In a rare case of the Department of Justice bringing a lawsuit to block a proposed vertical merger and stop “anticompetitive” practices, a D.C. judge has given the two healthcare companies — United and Change Healthcare — the greenlight to combine forces. 

The Biden administration has shown a broader agenda of addressing antitrust in healthcare, so the DOJ complaint comes as no surprise, according to Kevin Hahm, partner at Hunton Andrews Kurth.

“The fact that DOJ brought this case is not surprising given Biden’s public statements and Executive Order calling for more robust antitrust enforcement, as well the public statements by current leadership at both agencies,” Hahm said via email. “The DOJ has suffered recent losses in some criminal cases including a price-fixing, wage-fixing and no-poach, and it is notable that prosecuting wage-fixing and no-poach as criminal violations is a departure from prior policy of pursuing these types of cases as civil violations.”

Hahm pointed out that this is one of only a few vertical mergers challenged by the DOJ. “This was the second litigated vertical merger challenge by DOJ after AT&T/Time Warner, and before that case, it had been over 40 years since a vertical merger challenge had been litigated (vs. settled via consent decree),” Hahm said.

On Monday, U.S. District Judge Carl Nichols issued an order denying the DOJ’s request to block the proposed merger between the two healthcare companies, which will result in the combination of Change Healthcare and Optum Insight, a part of UnitedHealth Group.

Nashville, TN-based Change Healthcare provides analytics and data to providers and payers to improve workflows and clinical decision making, according to the company’s website. 

“Change’s technologies save United’s rivals tens of billions of dollars each year and reduce healthcare costs for American families,” according to the DOJ in their initial complaint. 

The government charged in February that the merger would allow anticompetitive data sharing that would unfairly give United an advantage over its competitors. 

“United’s proposed acquisition of Change, with its rivals’ competitively sensitive data, would allow United to co-opt its rival insurers’ innovations and their competitive strategies and reduce their incentives to pursue those innovations and strategies in the first place,” the DOJ said.

“The proposed acquisition would also allow United to use its control over Change’s technologies to disadvantage its health insurance rivals by raising their costs and denying or delaying their access to innovations and quality improvements to products and services supplied by Change,” the DOJ continued in the complaint. 

United has purchased more than 35 healthcare companies over the last 10 years.

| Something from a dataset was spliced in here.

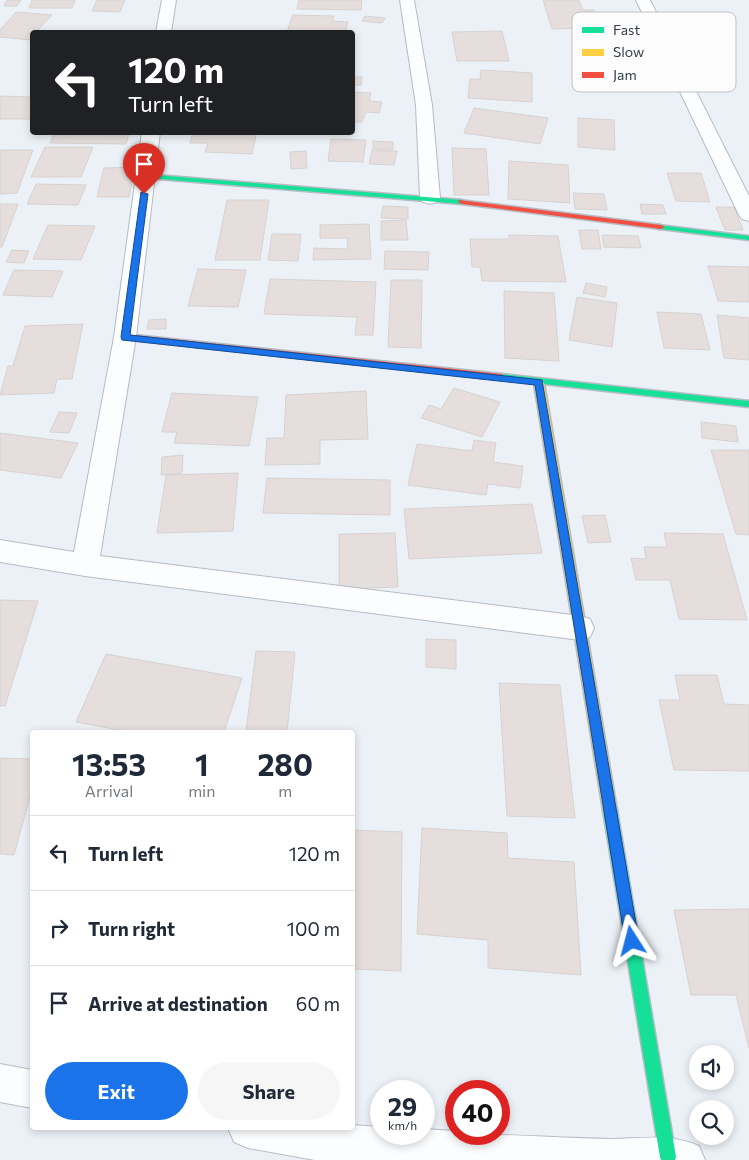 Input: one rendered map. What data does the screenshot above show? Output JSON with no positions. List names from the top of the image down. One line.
{"legend":["Fast","Slow","Jam"],"page":{"turn":["120 m","Turn left"],"eta":["13:53","Arrival","1","min","280","m"],"list":[{"name":"Turn left","value":"120 m"},{"name":"Turn right","value":"100 m"},{"name":"Arrive at destination","value":"60 m"}],"buttons":["Exit","Share"],"speed":"29 km/h","limit":"40"}}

Although representatives from United did not immediately respond to a request for comment, Change Healthcare issued a statement celebrating the judge’s decision. “We are pleased that the U.S. District Court for the District of Columbia has approved the combination of Optum Insight and Change Healthcare, and we are looking forward to working to complete the merger,” Change Healthcare said in a statement.

Although the case was a rare instance for the DOJ cracking down on alleged antitrust practices, Hahm says this won’t be the last instance. And the DOJ could choose to appeal the case.

“But in the meantime, I wouldn’t anticipate the DOJ (or FTC) backing off from investigating certain types of vertical mergers,” Hahm said.

Representatives for UnitedHealth did not immediately respond to requests for comment.